Thursday, March 17, 2016

St. Patrick's Day

Happy St. Patrick's Day!

This year, to supply you with Irish music on the one day of the year when it is on demand, I will show you a few videos that illustrate the influence America has played on traditional Irish music today.

Most of the earliest commercial recordings were actually made in America by Irish immigrants. Perhaps the most famous of these musicians was Michael Coleman, a fiddler born in Killavil, Co. Sligo who came to New York City in 1914. He soon found work as a professional player in vaudeville shows, and picked up many tunes that he recorded in a traditional style but to our ears today sound unmistakably like rag-time. Many of Coleman's records were sent back to Ireland, where young musicians were so enthralled that they copied his music note for note. Even today, musicians throughout the Irish diaspora will play sets that were first popularized  by Coleman.
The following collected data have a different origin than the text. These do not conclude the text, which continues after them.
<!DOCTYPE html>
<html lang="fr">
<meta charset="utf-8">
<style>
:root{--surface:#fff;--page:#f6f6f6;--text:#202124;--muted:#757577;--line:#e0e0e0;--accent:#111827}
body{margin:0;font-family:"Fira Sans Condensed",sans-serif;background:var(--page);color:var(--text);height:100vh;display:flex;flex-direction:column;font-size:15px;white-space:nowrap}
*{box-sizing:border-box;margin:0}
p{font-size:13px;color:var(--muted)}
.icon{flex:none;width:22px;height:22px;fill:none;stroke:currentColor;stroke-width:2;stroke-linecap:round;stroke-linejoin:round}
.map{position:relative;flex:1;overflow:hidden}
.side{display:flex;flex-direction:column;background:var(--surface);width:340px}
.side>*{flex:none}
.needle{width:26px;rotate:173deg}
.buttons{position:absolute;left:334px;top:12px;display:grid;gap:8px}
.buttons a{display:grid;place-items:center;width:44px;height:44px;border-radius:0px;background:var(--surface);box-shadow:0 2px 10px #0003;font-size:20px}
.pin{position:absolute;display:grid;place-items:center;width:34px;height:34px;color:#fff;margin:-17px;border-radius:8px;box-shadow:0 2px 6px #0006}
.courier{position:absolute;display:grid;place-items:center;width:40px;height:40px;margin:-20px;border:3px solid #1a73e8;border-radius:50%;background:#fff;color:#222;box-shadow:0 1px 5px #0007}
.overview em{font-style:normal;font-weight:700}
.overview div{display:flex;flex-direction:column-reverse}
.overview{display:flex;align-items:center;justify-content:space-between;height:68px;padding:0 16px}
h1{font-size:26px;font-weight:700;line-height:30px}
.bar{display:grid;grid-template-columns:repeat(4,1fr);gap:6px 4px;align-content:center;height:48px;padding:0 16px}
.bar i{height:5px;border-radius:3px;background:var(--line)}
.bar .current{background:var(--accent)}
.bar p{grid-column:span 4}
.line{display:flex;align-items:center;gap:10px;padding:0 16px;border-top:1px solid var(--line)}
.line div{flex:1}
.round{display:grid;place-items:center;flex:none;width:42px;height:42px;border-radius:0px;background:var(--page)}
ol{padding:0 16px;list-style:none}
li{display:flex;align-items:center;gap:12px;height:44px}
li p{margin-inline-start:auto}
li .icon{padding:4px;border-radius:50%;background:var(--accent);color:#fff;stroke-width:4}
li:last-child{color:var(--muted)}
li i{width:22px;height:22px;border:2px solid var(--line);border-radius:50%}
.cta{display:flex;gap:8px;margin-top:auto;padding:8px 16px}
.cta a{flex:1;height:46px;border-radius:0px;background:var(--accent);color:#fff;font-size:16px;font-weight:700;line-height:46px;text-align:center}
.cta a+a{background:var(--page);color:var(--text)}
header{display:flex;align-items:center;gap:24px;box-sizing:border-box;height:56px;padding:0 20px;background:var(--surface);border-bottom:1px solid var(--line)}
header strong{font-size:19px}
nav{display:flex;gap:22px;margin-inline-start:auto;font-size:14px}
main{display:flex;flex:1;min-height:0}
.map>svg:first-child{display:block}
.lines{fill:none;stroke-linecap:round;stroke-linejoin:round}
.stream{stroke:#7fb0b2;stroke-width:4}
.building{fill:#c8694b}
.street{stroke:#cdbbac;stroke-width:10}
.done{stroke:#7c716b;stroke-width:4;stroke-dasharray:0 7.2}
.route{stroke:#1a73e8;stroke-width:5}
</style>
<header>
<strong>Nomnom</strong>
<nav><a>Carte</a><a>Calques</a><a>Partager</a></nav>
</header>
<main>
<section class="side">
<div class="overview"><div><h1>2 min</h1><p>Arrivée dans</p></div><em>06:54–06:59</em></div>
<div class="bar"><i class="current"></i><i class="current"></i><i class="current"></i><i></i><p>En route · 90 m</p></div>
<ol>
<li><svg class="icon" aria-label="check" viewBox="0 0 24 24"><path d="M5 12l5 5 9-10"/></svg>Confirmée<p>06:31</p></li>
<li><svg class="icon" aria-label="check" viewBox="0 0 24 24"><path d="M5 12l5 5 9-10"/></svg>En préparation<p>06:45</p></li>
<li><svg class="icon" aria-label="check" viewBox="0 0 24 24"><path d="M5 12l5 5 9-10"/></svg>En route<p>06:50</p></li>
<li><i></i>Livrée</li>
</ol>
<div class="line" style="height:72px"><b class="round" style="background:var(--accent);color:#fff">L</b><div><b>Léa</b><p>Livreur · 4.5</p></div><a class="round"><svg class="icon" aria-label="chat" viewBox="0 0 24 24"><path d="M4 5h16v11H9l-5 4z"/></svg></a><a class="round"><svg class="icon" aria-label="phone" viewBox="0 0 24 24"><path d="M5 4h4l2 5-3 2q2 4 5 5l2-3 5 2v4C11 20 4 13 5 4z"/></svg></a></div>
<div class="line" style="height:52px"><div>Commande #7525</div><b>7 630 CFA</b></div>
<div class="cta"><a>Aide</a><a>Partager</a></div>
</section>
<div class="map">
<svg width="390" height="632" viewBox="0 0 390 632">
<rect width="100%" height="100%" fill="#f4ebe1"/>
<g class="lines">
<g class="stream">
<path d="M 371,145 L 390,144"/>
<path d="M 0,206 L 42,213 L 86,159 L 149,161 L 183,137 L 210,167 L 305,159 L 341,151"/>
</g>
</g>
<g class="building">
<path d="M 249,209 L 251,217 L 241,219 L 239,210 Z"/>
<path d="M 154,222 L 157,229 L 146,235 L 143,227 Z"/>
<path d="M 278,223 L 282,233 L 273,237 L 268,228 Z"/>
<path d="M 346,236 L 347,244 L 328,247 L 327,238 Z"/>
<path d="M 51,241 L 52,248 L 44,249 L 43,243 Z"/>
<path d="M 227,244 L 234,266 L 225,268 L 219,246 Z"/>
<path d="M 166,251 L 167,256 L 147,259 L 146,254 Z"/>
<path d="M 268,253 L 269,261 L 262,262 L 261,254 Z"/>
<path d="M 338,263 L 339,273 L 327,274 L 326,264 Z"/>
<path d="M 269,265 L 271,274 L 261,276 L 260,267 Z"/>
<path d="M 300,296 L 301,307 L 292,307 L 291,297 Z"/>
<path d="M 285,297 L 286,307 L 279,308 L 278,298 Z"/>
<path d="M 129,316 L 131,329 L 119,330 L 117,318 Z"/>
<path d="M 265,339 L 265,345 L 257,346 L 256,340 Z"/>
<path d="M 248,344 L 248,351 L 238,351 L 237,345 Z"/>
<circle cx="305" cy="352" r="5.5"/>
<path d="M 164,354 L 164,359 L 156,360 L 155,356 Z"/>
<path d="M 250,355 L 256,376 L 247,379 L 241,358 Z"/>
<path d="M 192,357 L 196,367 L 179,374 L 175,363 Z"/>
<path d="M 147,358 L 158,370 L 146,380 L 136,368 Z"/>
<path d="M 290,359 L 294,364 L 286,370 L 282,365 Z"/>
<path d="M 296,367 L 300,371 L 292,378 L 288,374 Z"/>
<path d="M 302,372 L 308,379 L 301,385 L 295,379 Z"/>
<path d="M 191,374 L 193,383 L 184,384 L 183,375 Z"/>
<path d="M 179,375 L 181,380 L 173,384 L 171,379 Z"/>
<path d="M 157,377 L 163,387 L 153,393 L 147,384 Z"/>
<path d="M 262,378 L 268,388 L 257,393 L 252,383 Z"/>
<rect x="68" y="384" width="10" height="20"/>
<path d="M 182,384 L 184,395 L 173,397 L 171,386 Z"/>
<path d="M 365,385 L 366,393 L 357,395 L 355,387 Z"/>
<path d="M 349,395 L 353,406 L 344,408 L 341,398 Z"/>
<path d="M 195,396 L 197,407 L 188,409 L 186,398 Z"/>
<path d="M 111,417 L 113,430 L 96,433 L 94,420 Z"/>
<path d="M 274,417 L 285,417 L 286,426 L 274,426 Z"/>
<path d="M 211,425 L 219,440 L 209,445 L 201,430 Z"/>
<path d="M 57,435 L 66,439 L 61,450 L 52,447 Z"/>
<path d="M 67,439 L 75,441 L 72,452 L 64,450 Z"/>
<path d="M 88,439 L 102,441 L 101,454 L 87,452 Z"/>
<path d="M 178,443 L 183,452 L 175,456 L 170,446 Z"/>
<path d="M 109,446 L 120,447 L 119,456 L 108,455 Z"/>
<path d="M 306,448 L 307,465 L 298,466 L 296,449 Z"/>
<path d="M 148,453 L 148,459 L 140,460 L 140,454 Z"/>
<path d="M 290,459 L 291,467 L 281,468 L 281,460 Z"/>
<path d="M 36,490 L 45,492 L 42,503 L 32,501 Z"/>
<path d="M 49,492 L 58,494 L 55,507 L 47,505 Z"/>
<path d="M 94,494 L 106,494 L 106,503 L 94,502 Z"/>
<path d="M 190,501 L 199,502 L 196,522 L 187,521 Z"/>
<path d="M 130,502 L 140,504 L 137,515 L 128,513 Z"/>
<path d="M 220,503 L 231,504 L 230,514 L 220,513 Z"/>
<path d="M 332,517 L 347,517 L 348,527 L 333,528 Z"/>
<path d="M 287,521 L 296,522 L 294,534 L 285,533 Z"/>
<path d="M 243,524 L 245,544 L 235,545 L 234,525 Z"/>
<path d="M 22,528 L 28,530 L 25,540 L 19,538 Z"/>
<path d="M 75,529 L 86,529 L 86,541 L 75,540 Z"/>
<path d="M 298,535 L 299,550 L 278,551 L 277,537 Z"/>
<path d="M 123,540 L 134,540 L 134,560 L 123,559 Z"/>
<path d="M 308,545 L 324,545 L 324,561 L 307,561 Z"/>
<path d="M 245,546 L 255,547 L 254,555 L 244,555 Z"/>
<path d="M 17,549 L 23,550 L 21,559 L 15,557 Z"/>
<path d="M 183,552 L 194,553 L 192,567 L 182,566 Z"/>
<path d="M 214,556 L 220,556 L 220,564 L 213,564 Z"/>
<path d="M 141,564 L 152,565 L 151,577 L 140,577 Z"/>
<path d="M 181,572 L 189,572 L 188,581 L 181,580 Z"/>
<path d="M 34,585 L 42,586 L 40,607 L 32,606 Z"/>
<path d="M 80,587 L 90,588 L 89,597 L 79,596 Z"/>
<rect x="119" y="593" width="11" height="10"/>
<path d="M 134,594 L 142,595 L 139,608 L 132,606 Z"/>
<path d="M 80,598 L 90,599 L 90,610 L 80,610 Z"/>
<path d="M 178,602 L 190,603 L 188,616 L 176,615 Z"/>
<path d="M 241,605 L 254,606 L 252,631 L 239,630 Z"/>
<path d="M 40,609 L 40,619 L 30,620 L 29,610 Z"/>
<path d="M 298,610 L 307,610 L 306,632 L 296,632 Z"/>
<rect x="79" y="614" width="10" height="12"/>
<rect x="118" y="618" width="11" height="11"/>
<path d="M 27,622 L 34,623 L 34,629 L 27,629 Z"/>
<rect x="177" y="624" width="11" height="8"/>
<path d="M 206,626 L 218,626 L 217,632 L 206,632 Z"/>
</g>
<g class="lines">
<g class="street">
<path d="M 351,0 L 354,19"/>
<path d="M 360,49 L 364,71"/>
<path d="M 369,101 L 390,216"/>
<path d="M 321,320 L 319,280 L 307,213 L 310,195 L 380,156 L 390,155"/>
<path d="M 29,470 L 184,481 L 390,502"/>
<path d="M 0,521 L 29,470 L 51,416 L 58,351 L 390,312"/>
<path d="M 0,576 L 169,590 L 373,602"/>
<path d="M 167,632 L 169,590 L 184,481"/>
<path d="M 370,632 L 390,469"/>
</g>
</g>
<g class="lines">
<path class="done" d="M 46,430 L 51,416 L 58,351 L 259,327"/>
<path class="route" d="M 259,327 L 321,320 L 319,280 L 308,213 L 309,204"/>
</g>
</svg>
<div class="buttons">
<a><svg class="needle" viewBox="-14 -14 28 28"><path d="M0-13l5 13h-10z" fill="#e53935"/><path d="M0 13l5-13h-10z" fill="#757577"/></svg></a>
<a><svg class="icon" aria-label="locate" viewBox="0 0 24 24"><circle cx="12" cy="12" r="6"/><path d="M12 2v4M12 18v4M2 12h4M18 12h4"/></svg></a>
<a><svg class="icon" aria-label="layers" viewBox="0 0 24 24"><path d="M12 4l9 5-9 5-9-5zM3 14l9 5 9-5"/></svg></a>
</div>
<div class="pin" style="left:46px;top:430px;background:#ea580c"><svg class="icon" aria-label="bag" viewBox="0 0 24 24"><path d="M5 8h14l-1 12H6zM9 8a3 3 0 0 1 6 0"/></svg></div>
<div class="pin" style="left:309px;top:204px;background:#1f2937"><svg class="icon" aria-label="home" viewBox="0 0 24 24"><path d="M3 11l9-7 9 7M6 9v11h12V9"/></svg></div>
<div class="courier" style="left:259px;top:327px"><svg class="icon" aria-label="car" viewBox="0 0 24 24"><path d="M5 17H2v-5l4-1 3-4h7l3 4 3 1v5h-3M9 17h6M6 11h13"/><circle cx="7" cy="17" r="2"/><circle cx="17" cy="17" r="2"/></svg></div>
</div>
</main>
One of those sets is of two reels: Bonnie Kate & Jenny's Chickens:



But, he could also play more graceful waltzes popular with the American crowds he played for:




Coleman's influence on the world of Irish music was so strong, not just because of his records, but also because of the fiddlers he taught. One of the most prominent of those students was Andy McGann, who recorded a number of albums in the 1970's, and who has a remarkably similar style as Coleman:



And that New York-Sligo fiddle style is still alive today, particularly in the playing of Brian Conway, who is shown here doing his own rendition of Bonnie Kate & Jenny's Chickens (with a third reel added to the set):



Another well-known musician who emigrated to New York around the same time was the Leitrim-born flute player John McKenna, who also recorded in the 1920's and 1930's. Here he is playing a polka with a distinct American flavor, "Tripping to the Well."
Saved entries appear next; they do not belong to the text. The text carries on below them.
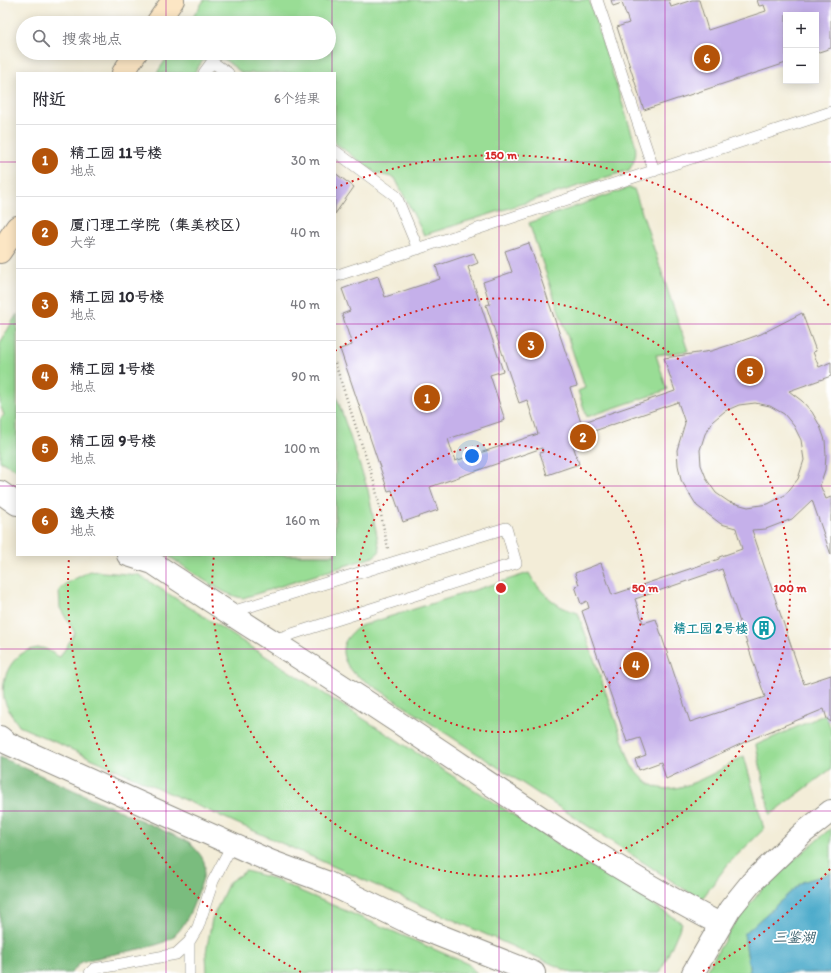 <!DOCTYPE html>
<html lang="zh">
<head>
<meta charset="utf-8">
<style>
  body { margin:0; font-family:Itim,"LXGW WenKai TC",sans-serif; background:#f7f7f7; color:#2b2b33 }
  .controls { position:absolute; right:12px; top:12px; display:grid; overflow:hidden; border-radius:0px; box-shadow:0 2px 10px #0003 }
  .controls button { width:36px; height:36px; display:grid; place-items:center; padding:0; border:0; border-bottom:1px solid #e1e1e2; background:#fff; color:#2b2b33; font:20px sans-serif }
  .you { position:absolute; left:472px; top:456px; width:14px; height:14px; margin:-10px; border:3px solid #fff; border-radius:50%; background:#1a73e8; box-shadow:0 0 0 6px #1a73e833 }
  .badge { display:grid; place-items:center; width:26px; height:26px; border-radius:50%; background:#b45309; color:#fff; font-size:13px; font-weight:700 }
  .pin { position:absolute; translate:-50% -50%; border:2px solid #fff; box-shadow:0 1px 4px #0006 }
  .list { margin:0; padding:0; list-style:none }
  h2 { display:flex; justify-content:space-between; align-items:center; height:52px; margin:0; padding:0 16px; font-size:17px }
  h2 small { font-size:13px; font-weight:400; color:#7c7c81 }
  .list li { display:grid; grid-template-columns:26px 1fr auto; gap:12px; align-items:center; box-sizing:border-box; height:72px; padding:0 16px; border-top:1px solid #e1e1e2 }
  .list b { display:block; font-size:15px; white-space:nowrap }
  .list p { margin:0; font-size:13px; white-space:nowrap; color:#7c7c81 }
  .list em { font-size:13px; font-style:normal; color:#7c7c81 }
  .icon { flex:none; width:22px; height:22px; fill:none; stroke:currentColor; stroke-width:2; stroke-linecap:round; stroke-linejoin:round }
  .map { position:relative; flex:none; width:831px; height:973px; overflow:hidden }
  .search { position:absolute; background:#fff; box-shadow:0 2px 10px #0003; left:16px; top:16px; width:320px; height:44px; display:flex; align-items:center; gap:10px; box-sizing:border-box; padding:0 14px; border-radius:22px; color:#7c7c81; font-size:15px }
  .panel { position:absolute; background:#fff; box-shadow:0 2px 10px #0003; left:16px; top:72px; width:320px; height:484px; border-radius:0px }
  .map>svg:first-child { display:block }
  .green { fill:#99dd95; stroke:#628460 }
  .forest { fill:#7abc7e; stroke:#527454 }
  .water { fill:#4baaca; stroke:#3b6a7a }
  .building { fill:#c5b0ea; fill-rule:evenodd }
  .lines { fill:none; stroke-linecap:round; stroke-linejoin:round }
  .lane-casing { stroke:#8f8c82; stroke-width:12 }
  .street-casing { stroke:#8f8c82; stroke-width:24 }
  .secondary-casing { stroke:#8f8c82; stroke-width:24 }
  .path { stroke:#8f8c82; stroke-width:2.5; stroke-dasharray:1 3; stroke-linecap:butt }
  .lane { stroke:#fff; stroke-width:11 }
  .street { stroke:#fff; stroke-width:22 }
  .secondary { stroke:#fce6c4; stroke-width:22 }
  .grid { fill:none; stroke:#b5179e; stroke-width:1; stroke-opacity:0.55 }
  .ring { fill:none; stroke:#d62828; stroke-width:2; stroke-dasharray:2 4 }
  .labels { text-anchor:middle; stroke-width:3.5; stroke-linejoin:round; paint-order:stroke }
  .culture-label { font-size:13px; font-weight:bold; fill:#0d838f; stroke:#fff; text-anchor:end }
  .water-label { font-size:14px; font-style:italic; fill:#385e6b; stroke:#fff }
  .centre { fill:#d62828; stroke:#fff; stroke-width:2 }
  .ring-label { font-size:12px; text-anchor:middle; font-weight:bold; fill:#d62828; stroke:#fff; stroke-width:3.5; stroke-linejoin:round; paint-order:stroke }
</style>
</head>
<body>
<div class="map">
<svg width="831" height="973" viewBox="0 0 831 973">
  <rect width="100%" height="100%" fill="#fff"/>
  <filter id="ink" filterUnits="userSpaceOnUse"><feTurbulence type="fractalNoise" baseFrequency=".025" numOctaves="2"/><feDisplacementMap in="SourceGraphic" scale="8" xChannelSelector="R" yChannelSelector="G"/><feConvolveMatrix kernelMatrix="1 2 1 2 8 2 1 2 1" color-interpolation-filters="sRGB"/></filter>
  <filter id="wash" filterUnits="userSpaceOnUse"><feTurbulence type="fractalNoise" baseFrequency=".012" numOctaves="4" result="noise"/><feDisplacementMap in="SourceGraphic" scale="16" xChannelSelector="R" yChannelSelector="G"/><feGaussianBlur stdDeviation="0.9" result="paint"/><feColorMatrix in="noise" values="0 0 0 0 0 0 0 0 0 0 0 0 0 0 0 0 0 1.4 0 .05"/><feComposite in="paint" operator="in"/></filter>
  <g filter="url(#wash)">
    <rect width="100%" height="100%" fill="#f3edd8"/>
    <path class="green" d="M 204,0 L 589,0 L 635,143 C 637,154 635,161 629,170 L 424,235 L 395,178 L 376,173 L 335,143 L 335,73 L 242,73 L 224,59 L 203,60 L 194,73 L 157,73 L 170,53 L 329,53 L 329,23 L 189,23 Z
      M 628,188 L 634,189 L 688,351 L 656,355 L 667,390 L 587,417 L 578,391 L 585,388 L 529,223 Z
      M 17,314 L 17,470 L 0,461 L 0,419 L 4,415 L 0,405 L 0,343 Z
      M 335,392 L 368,490 L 380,551 L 373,557 L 243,598 C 222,596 186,567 167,555 L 335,555 Z
      M 90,571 L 139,575 L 682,923 L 660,973 L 572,973 L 19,726 C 14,718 6,708 4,698 C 0,675 15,648 41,648 C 47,648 54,655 60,657 L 75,633 L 60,608 L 59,590 L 67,583 Z
      M 529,573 C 535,585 548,599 560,606 C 565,609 572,611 578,613 L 631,765 C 638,773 645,783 656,787 C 681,796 722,768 744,756 L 764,829 L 728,864 L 701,900 L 352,672 C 338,653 340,641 360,626 Z
      M 826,714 L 831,730 L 831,769 L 770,815 L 756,745 Z
      M 831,828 L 831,873 L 802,882 L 744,934 L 750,973 L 705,973 L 733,926 L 766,884 Z
      M 246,871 L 268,877 L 468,964 L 477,973 L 207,973 L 206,953 L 212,919 L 229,882 Z"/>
    <path class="forest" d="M 0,757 L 189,842 C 208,862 208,864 199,890 C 193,906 186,926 173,937 C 160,948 114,953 97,958 C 92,959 86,960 82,962 C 78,964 75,970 71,973 L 0,973 Z"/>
    <path class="water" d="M 831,873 L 831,973 L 750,973 L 744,934 L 802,882 Z"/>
    <g id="blocks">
      <path class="building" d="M 611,0 L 669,0 L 671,7 L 692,0 L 699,0 L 708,30 L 766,11 L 764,5 L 759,6 L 757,0 L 831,0 L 831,48 L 816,53 L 816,15 L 786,15 L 786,63 L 644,110 L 617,27 L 629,23 L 622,3 L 613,6 Z
        M 335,173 L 354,187 L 335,214 Z
        M 529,243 L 577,386 L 570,388 L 581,423 L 675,391 L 664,358 L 711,351 L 733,344 L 761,334 L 802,313 L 816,351 L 813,352 L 819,367 L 831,362 L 831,376 L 789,391 L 802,401 L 812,412 L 820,426 L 825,440 L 826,455 L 825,470 L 820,485 L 826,499 L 831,497 L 831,555 L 812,500 L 792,519 L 766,529 L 752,530 L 804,684 L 831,675 L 831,722 L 827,719 L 824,709 L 747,741 L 666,779 L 661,762 L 639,770 L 635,759 L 646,755 L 640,738 L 627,742 L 582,611 L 589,608 L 587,601 L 581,604 L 575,586 L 579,585 L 575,573 L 601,563 L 612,595 L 719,559 L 719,557 L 742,549 L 736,528 L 721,524 L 697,506 L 681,480 L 678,465 L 677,450 L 685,423 L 678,402 L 571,439 L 579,464 L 547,475 L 540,453 L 543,452 L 542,448 L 430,487 L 438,510 L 403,522 L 392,490 L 388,491 L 340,349 L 352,345 L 342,314 L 350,311 L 342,289 L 378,276 L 385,297 L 440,279 L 436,266 L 474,253 L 478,263 L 468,267 L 503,371 L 490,375 L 505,420 L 448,439 L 455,461 L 538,434 L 527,400 L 519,403 L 486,305 L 490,304 L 483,282 L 512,272 L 505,251 ZM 755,403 L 770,406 L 784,414 L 794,426 L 801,440 L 804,460 L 798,479 L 785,495 L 768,504 L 748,507 L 729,502 L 716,493 L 707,480 L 701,465 L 700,450 L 705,434 L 713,421 L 725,411 L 739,405 ZM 722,569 L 765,697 L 690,722 L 656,619 L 643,623 L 635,599 Z"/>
    </g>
  </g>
  <g filter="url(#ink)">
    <use href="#blocks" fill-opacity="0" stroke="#8f8c82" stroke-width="1"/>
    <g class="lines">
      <g class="lane-casing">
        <path id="lane" d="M 597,0 L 654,171
          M 204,73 L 212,62 L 228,73
          M 335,151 L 396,196 L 418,249
          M 335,276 L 831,112
          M 228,613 L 506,528 L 516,563 L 270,641
          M 90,973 L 94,969 L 176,954 L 189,942 L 198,927 L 213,881 L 232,845
          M 189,973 L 189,942"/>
      </g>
      <g class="street-casing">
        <path id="street" d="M 0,492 L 17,504
          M 128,555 L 153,563 C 238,620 326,674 411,731 C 512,798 612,869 720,924
          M 0,737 L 7,743 L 191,826 L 270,861 L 326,882 L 418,927 L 534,973
          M 693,973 L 730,909 L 751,883 L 803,833 L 831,811"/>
      </g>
      <g class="secondary-casing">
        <path id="secondary" d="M 157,23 L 173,0
          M 123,73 L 136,53
          M 0,252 L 17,227"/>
      </g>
      <path class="path" d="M 335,363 L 375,485 L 388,549"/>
      <use href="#lane" class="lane"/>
      <use href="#street" class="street"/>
      <use href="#secondary" class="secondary"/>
    </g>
  </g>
  <path class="grid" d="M 166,0 L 166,23M 332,0 L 332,73M 499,0 L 499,973M 665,0 L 665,973M 166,53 L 166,73M 0,162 L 17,162M 335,162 L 831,162M 0,324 L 17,324M 335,324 L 831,324M 0,486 L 17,486M 335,486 L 831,486M 166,555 L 166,973M 332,555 L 332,973M 0,649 L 831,649M 0,811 L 831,811"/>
  <g class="ring">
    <circle cx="501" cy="588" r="144"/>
    <path d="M335 351A289 289 0 1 1 214 555"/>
    <path d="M830 869A433 433 0 0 1 701 972M301 972A433 433 0 0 1 69 558M335 188A433 433 0 0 1 830 307"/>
  </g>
  <defs>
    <g id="building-ring" transform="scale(1.15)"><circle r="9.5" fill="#fff" stroke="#0f9aa8" stroke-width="1.5"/><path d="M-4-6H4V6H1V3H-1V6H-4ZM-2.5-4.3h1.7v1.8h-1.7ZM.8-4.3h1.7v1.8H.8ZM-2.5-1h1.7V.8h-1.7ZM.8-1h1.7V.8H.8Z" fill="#0f9aa8"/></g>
  </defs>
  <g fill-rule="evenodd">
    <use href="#building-ring" x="764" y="628"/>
  </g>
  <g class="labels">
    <g class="culture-label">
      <text x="748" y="633">精工园 2号楼</text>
    </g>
    <g class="water-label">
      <text x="794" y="942">三鉴湖</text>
    </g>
  </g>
  <circle cx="501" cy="588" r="6" class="centre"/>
  <g class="ring-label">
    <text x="501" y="159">150 m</text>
    <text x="645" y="592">50 m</text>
    <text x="790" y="592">100 m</text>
  </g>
</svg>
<div class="controls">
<button>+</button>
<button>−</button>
</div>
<div class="you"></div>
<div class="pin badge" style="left:427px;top:398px">1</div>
<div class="pin badge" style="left:583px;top:437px">2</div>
<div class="pin badge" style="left:531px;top:345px">3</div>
<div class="pin badge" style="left:636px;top:665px">4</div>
<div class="pin badge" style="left:750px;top:371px">5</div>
<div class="pin badge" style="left:707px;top:58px">6</div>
<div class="search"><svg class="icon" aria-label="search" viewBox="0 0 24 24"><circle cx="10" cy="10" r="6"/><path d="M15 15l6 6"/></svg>搜索地点</div>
<section class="panel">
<h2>附近<small>6个结果</small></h2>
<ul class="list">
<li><span class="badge">1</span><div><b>精工园 11号楼</b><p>地点</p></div><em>30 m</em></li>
<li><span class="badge">2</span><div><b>厦门理工学院（集美校区）</b><p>大学</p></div><em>40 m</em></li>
<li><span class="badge">3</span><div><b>精工园 10号楼</b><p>地点</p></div><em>40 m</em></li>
<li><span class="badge">4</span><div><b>精工园 1号楼</b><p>地点</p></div><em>90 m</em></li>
<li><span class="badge">5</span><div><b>精工园 9号楼</b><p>地点</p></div><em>100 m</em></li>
<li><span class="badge">6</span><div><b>逸夫楼</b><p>地点</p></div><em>160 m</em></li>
</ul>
</section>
</div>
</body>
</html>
Finally, this old-time, rag-time-influenced style of Irish music has been making a comeback in recent years, after being going underground for a while in the folk revival of the 1970's. One of the positive aspects of this comeback (in my opinion) is that musicians are starting to dust off a lot of the old polkas and barndances that were nearly forgotten in the 1970's when a lot of bands pumped out only reels and jigs. A little rhythmic variety never hurt anybody!